Wissenschaftlich belegt ist, dass vor allem die Verhaltenstherapie helfen kann, die Spielsucht zu überwinden. Wichtig sind nach der Einschätzung der Experten aber auch Maßnahmen, die, ähnlich wie bei Tabak oder Alkohol, das Entstehen der Sucht verhindern oder zumindest erschweren. Dazu zählen eine strikte Zugangsbeschränkung zu Glückspielen für Jugendliche, eine Reduktion des Angebotes, eingeschränkte Öffnungszeiten bei Spielhallen oder das Verbot von hochriskanten Spielen.

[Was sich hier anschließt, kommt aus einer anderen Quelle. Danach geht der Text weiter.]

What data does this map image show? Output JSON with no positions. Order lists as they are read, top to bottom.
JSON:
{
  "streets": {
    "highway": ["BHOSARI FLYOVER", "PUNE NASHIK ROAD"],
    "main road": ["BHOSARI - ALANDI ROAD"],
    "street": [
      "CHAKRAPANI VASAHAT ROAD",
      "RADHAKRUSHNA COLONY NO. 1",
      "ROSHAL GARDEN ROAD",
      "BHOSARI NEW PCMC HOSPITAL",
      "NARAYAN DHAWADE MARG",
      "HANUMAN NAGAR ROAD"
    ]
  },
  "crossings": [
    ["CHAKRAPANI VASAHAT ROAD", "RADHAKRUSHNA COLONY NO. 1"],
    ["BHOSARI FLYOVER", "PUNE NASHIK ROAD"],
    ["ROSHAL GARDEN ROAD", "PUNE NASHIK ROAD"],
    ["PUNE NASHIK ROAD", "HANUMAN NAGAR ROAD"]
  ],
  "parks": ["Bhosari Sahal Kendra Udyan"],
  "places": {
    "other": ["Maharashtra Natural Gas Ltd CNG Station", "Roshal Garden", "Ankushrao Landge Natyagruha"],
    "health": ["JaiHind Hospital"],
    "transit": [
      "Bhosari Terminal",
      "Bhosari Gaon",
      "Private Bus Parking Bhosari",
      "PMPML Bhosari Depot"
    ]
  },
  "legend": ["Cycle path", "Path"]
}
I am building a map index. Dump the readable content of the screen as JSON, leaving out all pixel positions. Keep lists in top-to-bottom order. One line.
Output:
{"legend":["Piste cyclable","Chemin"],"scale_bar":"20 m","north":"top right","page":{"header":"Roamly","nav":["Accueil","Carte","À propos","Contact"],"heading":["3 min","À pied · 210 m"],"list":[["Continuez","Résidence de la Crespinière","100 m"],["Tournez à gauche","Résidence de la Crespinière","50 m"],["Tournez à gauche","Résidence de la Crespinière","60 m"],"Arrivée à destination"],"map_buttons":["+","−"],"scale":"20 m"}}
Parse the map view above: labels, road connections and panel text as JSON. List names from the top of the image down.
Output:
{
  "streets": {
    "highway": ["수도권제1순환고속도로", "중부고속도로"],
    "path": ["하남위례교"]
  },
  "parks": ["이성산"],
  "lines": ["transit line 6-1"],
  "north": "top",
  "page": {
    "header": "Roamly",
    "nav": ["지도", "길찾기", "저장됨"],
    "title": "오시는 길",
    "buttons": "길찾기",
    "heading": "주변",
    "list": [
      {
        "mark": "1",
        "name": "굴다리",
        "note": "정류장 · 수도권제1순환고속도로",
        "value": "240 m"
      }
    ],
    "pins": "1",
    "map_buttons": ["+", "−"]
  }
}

„Maßnahmen zum Schutz der Spieler und zur Reduktion von problematischem und pathologischem Glückspielverhalten sind Aufgaben des Staates und seiner Gesetze. Sie müssen laufend auf ihre Wirksamkeit überprüft und gegebenenfalls verstärkt werden“, betont Prof. Kraus. Ein frühes Einschreiten und die Sperre von pathologischen Spielern wären hilfreich, um den Schaden zu begrenzen, wenn Menschen beginnen, in Spielsucht zu kippen.

Wichtige Maßnahmen sind zudem Information und Aufklärung über die juristischen, finanziellen und gesundheitlichen Risiken des Glückspiels. Laut Experten braucht es mehr Aufklärung, zum Thema Spielsucht einerseits und über die Angebote für eine Therapie andererseits. Wer sich aktiv einem Problem stellt und in Therapie begibt, sollte sich nicht dafür schämen müssen. Auch müsste man mit vielen falschen, abschreckenden Vorstellungen von einer Therapie der Spielsucht aufräumen.




Literatur:

Bischof A. et al: Inanspruchnahme von Hilfen bei Pathologischem Glücksspielen: Befunde der PAGE-Studie in Sucht (2012) 58, pp. 369-377

Braun B. et al: Ambulante Suchthilfe für pathologische Glücksspieler in Bayern: Passung zwischen Behandlungsbedarf und -angebot. In: Suchttherapie 2013; 14: 37–45

Hing N, Russell AM, Gainsbury SM, Blaszczynski A. Characteristics and help-seeking behaviors of Internet gamblers based on most problematic mode of gambling. J Med Internet Res. 2015 Jan 7;17(1):e13. doi: 10.2196/jmir.3781. PMID: 25567672; PMCID: PMC4296092.